There is an interesting and (to me) surprising news story circulating through the business press this week.  It concerns the merger of two, very large paper merchants:  Unisource and XpedX.  Here are a few examples of what’s being written (Bizjournals, Bloomberg, RISI).

To folks not familiar with the paper business, the existence and importance of paper merchants is something of a mystery.  To a surprising extent, paper manufacturers do not sell their products directly to companies that use paper.  Instead, they tend to sell mostly to a variety of distributors, brokers, converters, other sorts of middlemen.   These companies don’t make paper, they just buy it, store it, sometimes re-package or re-shape it, move it, and then sell it. This class of business is known collectively in the industry as Paper Merchants.  Oddly enough, the most famous paper merchant might be the fictional Dunder Mifflin made famous in the wonderful TV comedy series, The Office.  If you don’t buy or sell paper for a living; or (like me) work closely with folks who do; it would be easy to overlook this industry sector entirely.  But that would be a mistake, because it’s big and very important.
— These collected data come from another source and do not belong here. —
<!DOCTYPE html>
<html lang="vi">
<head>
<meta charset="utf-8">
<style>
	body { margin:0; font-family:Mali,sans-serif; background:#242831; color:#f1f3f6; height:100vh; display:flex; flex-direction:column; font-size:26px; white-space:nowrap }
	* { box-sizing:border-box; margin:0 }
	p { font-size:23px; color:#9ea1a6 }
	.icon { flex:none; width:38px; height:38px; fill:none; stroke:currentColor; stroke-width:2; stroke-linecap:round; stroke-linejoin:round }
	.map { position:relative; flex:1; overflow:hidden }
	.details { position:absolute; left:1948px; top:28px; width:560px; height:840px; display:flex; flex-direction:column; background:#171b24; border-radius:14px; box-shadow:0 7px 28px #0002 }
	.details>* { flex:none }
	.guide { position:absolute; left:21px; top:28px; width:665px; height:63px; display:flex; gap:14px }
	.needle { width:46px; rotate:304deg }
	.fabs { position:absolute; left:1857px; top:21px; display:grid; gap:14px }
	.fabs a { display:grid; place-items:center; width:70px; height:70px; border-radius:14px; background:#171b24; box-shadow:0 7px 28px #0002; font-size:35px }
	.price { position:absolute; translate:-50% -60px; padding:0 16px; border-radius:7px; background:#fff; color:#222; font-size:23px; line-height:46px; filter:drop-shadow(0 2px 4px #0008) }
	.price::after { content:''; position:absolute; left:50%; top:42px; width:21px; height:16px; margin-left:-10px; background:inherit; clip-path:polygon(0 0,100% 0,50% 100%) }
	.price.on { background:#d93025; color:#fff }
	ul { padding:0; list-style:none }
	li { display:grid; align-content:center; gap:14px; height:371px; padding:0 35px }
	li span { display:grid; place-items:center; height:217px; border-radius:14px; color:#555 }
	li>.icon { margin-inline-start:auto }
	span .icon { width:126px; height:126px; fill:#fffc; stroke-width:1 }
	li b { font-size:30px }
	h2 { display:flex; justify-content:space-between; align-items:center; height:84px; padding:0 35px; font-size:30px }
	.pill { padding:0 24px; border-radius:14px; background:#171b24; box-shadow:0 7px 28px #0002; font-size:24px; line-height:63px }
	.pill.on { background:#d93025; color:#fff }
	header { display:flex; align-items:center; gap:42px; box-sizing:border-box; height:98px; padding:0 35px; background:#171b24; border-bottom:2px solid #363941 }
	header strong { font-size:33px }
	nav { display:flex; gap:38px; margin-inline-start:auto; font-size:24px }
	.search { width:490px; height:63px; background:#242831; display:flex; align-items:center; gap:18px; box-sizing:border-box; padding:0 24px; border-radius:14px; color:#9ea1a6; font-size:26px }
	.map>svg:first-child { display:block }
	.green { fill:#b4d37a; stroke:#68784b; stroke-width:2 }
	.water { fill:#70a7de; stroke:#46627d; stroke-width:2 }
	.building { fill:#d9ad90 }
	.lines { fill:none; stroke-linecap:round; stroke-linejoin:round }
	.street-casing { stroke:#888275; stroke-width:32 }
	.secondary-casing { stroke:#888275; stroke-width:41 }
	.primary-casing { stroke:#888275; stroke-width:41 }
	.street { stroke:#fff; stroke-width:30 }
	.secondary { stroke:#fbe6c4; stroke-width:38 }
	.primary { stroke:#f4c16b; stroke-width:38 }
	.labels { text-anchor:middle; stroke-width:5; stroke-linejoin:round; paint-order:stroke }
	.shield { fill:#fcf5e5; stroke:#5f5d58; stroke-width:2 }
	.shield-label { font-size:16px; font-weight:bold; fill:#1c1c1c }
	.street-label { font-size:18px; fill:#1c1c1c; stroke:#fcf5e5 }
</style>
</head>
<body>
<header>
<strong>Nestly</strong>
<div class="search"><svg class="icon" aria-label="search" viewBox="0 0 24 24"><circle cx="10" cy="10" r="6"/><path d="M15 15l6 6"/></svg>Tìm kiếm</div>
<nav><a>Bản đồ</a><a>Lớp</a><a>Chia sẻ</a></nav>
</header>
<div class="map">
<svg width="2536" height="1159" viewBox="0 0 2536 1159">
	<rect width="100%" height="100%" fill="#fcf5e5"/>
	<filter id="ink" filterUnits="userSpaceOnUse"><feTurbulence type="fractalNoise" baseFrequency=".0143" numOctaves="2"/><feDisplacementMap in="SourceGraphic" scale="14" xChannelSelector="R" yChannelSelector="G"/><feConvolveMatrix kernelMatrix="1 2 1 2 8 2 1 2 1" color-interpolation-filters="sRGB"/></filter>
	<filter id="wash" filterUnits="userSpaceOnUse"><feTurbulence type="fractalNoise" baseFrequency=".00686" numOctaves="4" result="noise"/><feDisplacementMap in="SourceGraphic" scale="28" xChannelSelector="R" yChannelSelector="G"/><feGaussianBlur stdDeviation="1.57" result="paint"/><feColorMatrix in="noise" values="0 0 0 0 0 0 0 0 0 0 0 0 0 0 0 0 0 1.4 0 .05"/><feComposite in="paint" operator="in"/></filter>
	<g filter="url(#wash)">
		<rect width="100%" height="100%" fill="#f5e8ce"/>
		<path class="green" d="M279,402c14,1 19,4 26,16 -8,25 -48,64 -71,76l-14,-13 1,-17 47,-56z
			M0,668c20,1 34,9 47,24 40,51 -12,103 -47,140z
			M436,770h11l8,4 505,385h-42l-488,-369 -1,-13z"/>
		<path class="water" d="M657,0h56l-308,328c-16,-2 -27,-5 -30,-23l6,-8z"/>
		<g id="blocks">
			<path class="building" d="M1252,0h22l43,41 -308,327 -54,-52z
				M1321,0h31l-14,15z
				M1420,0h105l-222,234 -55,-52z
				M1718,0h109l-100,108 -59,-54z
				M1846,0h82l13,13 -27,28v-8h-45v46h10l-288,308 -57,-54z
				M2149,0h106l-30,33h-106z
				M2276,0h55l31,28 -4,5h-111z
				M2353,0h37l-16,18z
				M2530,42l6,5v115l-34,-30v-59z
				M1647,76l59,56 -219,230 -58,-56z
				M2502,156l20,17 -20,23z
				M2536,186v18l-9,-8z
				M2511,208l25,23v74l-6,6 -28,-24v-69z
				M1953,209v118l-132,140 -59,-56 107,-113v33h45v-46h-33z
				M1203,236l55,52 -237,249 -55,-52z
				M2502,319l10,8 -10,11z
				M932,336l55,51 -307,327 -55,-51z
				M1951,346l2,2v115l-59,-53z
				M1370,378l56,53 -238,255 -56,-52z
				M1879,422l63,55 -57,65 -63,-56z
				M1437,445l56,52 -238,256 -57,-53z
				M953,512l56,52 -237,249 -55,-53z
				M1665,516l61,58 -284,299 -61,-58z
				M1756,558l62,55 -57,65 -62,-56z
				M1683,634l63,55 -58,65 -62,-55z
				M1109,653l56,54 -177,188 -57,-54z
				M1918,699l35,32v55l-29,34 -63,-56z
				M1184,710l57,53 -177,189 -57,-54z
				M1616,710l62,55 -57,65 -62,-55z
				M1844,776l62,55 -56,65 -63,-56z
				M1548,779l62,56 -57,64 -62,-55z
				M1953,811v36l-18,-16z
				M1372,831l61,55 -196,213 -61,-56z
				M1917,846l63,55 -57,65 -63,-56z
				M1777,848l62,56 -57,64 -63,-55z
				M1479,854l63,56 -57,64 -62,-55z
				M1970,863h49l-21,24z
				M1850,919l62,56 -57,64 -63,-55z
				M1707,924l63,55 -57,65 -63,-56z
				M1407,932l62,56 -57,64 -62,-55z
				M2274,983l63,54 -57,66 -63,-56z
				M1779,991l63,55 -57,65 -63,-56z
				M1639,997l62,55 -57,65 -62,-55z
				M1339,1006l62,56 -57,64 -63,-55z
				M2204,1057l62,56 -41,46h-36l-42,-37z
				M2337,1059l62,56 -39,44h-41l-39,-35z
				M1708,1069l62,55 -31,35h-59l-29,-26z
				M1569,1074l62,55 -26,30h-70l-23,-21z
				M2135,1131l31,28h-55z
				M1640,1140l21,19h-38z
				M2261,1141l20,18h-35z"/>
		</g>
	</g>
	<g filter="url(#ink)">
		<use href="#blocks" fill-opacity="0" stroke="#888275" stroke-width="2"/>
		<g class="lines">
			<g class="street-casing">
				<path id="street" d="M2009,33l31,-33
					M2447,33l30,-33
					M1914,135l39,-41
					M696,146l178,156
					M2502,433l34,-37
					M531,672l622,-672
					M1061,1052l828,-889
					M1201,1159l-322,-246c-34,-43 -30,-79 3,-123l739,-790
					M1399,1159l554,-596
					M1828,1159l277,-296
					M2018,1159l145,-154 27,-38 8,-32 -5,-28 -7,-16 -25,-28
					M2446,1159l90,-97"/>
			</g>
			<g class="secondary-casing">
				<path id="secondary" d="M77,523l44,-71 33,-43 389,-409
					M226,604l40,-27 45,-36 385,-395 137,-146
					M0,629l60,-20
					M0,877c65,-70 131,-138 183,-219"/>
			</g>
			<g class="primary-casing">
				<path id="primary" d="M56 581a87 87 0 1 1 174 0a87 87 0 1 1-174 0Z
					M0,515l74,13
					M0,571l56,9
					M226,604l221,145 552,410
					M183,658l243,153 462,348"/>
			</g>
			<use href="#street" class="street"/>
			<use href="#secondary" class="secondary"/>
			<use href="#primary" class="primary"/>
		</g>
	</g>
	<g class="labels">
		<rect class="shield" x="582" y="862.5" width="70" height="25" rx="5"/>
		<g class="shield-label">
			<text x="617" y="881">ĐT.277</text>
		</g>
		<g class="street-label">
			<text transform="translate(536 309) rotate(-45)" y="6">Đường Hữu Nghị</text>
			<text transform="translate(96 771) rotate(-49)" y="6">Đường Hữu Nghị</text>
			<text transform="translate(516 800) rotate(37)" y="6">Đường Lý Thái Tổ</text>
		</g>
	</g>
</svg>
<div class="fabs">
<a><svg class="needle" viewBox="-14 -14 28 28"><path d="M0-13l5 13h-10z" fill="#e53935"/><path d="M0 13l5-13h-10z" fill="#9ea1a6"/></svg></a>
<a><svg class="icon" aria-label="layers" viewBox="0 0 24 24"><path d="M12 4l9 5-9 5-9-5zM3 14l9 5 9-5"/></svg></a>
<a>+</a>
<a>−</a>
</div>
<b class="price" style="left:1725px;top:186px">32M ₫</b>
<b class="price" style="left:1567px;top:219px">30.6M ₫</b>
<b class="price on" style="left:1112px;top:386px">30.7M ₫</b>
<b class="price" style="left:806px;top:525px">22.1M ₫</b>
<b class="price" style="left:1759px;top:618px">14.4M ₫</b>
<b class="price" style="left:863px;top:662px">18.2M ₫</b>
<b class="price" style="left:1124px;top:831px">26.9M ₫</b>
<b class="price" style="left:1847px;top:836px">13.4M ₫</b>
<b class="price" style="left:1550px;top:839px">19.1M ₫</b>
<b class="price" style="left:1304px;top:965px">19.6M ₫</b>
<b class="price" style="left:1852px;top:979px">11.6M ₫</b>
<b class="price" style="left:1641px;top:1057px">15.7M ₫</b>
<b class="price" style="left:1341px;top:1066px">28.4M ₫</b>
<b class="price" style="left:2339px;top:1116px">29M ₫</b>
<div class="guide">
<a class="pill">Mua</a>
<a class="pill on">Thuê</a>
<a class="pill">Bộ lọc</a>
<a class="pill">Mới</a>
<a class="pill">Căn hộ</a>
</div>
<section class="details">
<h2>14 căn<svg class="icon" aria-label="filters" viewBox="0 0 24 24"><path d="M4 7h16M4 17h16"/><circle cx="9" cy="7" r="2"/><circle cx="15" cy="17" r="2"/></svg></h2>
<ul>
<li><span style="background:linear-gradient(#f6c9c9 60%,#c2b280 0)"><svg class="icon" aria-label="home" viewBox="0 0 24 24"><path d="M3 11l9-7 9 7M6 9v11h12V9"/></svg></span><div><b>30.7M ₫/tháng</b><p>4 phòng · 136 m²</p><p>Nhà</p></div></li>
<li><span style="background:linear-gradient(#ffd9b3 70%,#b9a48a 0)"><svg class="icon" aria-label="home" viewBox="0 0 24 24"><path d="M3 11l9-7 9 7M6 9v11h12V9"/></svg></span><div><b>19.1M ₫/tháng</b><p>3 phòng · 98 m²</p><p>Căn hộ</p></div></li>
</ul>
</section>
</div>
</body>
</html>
Paper merchants are important because paper is hard to sell and hard to buy.  It is mostly manufactured in very large-scale, highly-productive, capital-intensive factories.  Paper making is also fiercely competitive.  Paper consumption, on the other hand, is an extremely diverse and specialized business.  It includes a dizzying array of products from glossy retail catalogs to coffee cups, to corrugated shipping boxes – and about a million other things in between.  Long ago, most companies who specialized at making paper collectively threw up their hands at trying to cater to this crazy array of customers and users.  The paper merchant business evolved to fill the gap.

When Chain of Custody (CoC) standards for programs like FSC and SFI were conceived, paper merchants and other distribution business models were largely overlooked.  They quickly became a very important – even dominant – part of the picture as the green standards became a big deal in the markets for paper and paper products.  Some of (in my opinion) the best paper merchants have embraced the CoC systems and used them to best advantage – to add value to their customers supply chain, and promote the fundamentally sustainable nature of their products.  Unisource and XpedX are both examples of this, and acknowledged leaders in their field.  They each hold certificates for all three of the leading CoC programs (PEFC, SFI, & FSC), and promote them actively.

The other thing that Unisource and XpedX have in common is that they are both big – really, really, really big.   According to RISI, the combined new company will be capable of generating $10 billion in annual revenue.  Maybe you can imagine how much paper that is. I know I can’t.